● **What the task asks**: Across the data below, in how many lines does the word "name" appear? Give only the number.

(Collected data entries)
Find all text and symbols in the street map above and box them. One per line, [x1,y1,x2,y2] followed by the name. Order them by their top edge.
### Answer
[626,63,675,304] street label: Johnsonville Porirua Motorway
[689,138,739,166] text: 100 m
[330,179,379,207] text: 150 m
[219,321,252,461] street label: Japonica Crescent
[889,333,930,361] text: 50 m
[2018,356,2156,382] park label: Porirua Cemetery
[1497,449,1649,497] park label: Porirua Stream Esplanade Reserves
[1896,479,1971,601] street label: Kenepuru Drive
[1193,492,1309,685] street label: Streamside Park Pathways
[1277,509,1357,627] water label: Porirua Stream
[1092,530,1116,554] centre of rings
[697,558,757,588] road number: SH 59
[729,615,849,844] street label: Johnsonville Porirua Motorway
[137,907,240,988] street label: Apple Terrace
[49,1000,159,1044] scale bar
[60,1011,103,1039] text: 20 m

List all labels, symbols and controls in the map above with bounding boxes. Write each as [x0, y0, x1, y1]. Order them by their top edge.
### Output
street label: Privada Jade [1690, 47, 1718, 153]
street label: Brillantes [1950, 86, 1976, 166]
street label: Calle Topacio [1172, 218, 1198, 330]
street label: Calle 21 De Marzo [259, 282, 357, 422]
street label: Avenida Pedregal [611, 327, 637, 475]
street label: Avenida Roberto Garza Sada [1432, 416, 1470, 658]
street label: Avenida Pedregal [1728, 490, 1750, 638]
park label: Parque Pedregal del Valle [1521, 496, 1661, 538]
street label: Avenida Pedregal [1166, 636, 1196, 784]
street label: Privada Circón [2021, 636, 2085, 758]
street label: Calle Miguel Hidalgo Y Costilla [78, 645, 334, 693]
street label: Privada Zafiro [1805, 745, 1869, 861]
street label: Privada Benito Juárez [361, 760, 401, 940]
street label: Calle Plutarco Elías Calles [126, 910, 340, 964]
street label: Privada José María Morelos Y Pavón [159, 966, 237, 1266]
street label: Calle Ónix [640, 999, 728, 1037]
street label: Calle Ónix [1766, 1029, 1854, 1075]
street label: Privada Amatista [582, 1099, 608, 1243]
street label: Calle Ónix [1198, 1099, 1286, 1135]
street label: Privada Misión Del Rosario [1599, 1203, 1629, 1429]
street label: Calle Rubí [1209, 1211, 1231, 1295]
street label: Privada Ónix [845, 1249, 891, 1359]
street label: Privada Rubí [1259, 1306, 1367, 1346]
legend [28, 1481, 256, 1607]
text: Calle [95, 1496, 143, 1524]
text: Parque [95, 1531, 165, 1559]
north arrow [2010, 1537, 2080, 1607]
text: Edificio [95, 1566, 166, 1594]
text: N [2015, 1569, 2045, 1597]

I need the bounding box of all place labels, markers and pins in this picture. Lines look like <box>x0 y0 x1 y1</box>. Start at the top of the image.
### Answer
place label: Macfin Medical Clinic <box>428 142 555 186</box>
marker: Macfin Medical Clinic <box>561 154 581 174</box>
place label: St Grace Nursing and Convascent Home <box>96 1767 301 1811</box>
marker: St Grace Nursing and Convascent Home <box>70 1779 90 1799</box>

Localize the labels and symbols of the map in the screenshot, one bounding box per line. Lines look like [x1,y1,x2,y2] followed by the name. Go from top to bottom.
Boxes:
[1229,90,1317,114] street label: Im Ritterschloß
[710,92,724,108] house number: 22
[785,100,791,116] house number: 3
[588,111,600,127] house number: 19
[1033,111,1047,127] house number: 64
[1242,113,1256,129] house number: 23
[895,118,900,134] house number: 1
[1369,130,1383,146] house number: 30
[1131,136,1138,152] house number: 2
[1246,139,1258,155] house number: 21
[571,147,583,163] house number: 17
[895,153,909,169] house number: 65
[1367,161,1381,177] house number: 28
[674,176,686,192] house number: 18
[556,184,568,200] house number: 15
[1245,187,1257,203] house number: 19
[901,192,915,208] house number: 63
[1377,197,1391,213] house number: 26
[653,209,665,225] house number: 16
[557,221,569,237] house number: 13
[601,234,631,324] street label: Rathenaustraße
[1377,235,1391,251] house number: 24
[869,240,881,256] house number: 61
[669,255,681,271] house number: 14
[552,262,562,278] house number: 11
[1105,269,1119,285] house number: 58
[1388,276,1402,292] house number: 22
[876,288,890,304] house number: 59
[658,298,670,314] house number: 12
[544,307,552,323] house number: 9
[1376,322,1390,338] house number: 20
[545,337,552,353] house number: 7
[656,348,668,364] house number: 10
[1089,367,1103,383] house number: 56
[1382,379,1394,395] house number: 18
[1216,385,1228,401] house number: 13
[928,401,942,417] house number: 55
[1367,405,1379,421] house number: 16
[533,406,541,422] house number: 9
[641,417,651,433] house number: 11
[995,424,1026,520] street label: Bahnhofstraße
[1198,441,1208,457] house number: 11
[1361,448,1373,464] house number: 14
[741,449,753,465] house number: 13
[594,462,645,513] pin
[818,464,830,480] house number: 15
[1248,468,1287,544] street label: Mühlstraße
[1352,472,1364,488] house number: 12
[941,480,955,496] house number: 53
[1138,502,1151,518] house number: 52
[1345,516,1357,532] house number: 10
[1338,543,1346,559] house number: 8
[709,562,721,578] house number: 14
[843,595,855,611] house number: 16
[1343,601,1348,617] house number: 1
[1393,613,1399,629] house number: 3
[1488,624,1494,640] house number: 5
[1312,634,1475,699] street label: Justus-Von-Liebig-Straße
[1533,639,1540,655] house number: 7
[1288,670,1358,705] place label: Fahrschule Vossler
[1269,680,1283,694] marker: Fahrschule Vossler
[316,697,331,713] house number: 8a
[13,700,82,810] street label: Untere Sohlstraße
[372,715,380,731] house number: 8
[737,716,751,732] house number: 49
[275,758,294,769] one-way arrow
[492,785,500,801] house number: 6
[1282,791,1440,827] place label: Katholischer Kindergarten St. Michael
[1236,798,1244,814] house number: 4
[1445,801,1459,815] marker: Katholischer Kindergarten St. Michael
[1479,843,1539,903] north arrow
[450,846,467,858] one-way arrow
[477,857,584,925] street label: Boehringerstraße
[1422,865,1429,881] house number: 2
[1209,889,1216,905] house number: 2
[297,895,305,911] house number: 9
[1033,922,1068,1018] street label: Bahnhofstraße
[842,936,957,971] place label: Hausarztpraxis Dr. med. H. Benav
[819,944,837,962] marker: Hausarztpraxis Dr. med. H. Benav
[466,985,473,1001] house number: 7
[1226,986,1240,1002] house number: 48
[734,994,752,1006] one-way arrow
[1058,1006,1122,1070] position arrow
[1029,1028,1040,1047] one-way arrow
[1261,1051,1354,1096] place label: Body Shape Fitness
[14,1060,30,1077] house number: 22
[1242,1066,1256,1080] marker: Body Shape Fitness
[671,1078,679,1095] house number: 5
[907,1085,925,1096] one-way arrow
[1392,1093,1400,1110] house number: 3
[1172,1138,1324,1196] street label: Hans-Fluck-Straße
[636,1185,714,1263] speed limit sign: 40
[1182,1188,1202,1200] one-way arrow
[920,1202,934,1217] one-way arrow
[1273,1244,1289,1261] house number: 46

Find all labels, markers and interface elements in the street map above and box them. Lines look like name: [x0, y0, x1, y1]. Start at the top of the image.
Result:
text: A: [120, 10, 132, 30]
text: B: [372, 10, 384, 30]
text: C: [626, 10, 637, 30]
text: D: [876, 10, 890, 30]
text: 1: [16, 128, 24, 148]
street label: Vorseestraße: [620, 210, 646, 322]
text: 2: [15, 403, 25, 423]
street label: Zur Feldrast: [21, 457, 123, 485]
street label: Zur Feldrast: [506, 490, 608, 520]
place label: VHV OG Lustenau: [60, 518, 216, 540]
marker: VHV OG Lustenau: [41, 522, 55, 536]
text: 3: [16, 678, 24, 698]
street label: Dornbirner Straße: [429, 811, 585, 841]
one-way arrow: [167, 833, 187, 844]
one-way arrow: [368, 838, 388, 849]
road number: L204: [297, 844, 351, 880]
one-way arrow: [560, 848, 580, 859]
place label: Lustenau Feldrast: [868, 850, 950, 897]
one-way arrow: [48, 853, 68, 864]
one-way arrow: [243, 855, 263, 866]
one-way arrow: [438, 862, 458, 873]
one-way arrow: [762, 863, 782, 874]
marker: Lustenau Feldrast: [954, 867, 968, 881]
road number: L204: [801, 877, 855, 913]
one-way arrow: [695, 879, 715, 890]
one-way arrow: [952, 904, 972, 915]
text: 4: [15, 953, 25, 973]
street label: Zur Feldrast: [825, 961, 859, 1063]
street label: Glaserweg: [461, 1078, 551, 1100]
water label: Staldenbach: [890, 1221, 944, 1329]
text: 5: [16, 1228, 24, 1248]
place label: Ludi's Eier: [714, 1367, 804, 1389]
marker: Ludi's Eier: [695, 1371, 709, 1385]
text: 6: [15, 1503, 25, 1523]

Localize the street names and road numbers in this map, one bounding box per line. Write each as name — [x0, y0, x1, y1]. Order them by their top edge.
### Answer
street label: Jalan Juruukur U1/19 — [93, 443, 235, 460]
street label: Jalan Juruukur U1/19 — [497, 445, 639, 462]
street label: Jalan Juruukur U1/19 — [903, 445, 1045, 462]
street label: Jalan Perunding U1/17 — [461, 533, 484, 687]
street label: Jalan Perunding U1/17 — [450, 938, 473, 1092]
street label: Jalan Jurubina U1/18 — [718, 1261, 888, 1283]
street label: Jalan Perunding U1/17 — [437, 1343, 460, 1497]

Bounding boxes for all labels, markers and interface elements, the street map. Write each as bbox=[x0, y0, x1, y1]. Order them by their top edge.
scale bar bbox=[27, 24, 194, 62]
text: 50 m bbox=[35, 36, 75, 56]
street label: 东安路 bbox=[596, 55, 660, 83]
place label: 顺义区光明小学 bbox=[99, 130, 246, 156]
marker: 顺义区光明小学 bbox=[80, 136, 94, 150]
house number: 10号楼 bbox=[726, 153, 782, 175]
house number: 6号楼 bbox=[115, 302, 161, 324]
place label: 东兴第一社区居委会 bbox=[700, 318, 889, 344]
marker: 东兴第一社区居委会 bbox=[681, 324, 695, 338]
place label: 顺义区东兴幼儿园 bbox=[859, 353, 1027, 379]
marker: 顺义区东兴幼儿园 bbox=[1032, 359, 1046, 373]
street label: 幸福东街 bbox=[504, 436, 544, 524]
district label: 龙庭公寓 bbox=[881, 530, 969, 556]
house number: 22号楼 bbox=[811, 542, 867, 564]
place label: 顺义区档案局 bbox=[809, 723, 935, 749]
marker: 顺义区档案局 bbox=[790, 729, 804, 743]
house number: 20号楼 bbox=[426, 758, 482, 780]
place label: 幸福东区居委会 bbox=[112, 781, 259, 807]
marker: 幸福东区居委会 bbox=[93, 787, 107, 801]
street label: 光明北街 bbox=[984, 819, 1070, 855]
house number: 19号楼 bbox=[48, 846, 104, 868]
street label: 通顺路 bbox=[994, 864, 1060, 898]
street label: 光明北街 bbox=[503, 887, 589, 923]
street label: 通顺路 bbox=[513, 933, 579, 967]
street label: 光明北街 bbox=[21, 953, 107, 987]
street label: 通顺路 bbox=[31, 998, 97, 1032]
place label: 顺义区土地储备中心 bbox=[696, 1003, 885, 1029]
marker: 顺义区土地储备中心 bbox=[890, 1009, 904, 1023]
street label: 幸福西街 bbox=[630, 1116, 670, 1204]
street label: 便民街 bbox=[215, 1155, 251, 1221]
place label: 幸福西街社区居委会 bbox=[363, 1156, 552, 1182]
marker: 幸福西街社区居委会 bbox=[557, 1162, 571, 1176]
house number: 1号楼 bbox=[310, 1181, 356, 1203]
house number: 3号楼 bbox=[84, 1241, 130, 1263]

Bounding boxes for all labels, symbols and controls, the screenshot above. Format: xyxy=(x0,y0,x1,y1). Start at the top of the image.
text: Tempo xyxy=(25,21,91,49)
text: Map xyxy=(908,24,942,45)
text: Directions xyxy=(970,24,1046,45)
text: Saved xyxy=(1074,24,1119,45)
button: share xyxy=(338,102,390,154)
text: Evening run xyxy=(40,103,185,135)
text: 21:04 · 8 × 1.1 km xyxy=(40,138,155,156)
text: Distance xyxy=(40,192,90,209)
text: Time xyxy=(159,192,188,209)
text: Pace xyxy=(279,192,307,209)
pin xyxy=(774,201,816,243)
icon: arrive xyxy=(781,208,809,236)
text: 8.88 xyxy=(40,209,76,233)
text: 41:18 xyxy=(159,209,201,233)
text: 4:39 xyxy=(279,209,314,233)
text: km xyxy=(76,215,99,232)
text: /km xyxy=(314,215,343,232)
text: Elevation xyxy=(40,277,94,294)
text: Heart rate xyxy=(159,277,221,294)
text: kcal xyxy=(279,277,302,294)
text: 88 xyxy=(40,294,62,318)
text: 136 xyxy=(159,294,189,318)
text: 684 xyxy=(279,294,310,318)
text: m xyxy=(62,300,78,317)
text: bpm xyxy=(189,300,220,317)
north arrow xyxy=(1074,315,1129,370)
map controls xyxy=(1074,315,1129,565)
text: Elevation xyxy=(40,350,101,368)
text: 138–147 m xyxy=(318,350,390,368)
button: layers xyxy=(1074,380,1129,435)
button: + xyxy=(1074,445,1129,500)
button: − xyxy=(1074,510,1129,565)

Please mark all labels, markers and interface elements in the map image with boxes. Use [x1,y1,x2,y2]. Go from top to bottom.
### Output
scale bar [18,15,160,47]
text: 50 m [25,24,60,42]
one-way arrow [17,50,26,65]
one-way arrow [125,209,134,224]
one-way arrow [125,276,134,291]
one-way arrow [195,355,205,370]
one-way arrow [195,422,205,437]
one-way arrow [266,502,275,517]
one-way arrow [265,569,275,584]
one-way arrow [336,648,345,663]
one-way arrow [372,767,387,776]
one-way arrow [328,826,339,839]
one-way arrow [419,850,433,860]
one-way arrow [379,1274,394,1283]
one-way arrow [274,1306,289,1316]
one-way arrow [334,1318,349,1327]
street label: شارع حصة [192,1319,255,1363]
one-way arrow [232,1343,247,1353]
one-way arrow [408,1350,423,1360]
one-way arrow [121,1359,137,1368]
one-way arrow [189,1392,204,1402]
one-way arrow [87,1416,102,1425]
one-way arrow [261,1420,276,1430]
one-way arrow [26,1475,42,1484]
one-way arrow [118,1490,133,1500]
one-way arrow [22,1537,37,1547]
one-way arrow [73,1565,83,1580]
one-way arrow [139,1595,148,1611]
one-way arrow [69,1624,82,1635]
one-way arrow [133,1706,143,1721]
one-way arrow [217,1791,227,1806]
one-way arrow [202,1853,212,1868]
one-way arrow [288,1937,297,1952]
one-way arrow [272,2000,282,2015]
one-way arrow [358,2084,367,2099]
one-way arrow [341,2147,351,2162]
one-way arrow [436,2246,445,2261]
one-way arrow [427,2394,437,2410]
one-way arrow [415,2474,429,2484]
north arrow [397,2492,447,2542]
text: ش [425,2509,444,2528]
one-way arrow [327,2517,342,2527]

● **Expected answer**: 4